Required work: For each line in the records that contains "radius", make a copy.

Record excerpts:

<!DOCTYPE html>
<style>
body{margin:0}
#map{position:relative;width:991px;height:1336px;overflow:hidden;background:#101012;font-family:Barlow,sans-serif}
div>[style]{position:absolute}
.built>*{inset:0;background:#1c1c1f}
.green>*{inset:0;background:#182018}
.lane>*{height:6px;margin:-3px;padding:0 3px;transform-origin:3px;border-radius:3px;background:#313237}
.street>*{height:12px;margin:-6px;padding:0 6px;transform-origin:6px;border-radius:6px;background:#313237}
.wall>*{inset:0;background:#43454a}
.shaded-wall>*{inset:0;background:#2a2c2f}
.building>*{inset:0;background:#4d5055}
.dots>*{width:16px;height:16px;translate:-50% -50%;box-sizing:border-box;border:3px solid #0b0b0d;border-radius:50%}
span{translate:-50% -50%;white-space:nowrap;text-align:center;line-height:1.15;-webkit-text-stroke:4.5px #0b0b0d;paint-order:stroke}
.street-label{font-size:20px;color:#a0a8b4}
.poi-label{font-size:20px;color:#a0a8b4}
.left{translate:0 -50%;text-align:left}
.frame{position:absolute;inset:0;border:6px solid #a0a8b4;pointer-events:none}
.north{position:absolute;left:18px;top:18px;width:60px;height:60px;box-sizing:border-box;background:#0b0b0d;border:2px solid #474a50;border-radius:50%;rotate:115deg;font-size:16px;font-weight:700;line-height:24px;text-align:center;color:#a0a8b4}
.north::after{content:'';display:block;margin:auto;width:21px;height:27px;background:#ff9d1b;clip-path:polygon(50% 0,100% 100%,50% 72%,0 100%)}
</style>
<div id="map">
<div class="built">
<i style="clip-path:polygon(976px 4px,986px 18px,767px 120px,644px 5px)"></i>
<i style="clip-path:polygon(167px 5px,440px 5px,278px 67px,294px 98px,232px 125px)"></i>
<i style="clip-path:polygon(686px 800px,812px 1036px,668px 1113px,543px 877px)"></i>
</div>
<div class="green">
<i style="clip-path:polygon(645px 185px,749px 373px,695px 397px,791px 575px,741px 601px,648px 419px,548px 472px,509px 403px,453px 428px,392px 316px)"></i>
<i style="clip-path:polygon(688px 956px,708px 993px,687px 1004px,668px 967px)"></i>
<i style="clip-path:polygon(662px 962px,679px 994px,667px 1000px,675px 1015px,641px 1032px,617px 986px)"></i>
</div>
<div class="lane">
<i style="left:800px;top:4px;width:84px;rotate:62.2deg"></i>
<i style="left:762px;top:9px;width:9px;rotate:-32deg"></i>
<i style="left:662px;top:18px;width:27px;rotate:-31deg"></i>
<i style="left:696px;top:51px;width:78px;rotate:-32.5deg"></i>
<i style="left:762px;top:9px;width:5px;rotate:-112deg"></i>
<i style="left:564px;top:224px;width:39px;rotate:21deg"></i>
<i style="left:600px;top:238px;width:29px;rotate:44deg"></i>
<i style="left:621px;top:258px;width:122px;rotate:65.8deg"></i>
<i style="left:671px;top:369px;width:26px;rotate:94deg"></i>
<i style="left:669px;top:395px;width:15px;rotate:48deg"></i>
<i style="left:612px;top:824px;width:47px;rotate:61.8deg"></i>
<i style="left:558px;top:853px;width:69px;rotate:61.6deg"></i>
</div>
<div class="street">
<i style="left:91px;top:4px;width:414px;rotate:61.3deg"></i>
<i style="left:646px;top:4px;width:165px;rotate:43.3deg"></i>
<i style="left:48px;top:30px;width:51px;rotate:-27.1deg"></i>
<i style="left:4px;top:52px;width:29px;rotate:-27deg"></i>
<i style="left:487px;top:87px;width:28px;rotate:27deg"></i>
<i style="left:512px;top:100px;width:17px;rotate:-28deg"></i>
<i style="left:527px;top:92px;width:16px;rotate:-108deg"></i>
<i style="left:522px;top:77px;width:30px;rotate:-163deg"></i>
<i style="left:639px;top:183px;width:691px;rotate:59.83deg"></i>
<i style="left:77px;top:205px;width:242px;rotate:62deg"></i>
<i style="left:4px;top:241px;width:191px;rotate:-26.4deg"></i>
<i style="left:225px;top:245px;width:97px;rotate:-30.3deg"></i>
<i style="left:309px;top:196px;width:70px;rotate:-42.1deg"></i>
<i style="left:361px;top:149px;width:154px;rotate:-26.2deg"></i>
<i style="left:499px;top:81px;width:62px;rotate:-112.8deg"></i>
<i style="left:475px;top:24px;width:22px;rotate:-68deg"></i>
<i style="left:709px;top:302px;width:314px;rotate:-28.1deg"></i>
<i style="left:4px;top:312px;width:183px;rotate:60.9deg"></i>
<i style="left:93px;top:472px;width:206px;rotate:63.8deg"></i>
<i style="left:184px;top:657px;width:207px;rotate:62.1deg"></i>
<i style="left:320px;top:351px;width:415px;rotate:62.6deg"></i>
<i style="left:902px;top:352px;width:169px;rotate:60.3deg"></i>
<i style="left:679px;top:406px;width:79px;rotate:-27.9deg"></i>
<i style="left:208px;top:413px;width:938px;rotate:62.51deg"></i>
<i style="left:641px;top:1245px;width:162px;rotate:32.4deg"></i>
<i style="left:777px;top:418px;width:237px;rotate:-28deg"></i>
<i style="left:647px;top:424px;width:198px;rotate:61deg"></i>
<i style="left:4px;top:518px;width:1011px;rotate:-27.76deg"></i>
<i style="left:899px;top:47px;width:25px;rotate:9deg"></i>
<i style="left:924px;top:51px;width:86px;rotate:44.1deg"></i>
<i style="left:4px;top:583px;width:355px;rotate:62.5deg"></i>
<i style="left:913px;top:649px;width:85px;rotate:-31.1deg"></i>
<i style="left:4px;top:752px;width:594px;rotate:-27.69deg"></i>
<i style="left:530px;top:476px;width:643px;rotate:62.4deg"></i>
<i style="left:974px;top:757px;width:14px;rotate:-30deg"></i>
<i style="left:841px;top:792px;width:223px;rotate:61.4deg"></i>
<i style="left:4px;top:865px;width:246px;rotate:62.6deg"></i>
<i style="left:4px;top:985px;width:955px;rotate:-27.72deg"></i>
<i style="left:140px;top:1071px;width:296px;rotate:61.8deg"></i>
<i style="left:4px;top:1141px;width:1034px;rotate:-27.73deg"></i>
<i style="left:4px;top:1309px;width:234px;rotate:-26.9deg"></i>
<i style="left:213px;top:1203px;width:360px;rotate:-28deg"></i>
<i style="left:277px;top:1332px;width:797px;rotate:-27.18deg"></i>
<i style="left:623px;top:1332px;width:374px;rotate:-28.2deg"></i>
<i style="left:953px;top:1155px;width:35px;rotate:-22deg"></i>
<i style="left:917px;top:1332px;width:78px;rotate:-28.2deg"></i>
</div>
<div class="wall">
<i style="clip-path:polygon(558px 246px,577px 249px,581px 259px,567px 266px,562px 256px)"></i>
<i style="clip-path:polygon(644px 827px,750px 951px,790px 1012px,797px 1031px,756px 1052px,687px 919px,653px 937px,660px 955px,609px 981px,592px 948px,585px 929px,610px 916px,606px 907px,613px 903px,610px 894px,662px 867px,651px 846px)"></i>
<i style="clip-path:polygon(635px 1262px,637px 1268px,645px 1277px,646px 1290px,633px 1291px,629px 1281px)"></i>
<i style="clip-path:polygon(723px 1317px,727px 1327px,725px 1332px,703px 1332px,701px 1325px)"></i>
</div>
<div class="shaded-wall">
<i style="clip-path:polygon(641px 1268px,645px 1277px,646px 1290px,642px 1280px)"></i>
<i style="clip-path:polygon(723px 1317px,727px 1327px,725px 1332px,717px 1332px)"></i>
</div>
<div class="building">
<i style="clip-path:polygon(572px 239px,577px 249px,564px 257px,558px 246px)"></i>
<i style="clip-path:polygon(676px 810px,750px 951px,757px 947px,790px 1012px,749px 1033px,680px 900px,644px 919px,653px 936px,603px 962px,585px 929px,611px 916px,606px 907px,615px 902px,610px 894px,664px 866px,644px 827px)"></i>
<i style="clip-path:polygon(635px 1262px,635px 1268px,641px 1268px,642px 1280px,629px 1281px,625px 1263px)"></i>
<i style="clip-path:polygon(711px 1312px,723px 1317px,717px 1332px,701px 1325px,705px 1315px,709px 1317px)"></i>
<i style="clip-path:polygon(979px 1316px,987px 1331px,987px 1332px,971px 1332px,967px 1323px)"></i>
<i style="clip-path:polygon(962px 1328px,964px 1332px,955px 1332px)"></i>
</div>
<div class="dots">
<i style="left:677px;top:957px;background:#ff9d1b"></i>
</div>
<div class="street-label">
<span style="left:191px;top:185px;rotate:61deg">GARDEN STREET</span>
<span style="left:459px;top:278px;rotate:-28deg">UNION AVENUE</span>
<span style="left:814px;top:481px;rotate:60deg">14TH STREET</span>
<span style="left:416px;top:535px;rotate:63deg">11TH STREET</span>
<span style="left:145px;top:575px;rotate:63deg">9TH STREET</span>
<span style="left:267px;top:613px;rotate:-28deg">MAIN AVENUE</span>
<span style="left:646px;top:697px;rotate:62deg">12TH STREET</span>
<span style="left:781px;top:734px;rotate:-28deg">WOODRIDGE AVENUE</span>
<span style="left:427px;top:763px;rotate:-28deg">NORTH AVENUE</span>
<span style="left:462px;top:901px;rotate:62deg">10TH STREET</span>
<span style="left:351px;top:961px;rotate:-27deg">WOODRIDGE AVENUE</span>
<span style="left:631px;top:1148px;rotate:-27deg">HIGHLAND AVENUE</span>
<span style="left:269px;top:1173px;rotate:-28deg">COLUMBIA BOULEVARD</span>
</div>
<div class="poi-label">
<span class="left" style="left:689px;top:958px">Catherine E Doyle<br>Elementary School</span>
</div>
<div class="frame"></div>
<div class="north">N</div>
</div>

Written solution:
.lane>*{height:6px;margin:-3px;padding:0 3px;transform-origin:3px;border-radius:3px;background:#313237}
.street>*{height:12px;margin:-6px;padding:0 6px;transform-origin:6px;border-radius:6px;background:#313237}
.dots>*{width:16px;height:16px;translate:-50% -50%;box-sizing:border-box;border:3px solid #0b0b0d;border-radius:50%}
.north{position:absolute;left:18px;top:18px;width:60px;height:60px;box-sizing:border-box;background:#0b0b0d;border:2px solid #474a50;border-radius:50%;rotate:115deg;font-size:16px;font-weight:700;line-height:24px;text-align:center;color:#a0a8b4}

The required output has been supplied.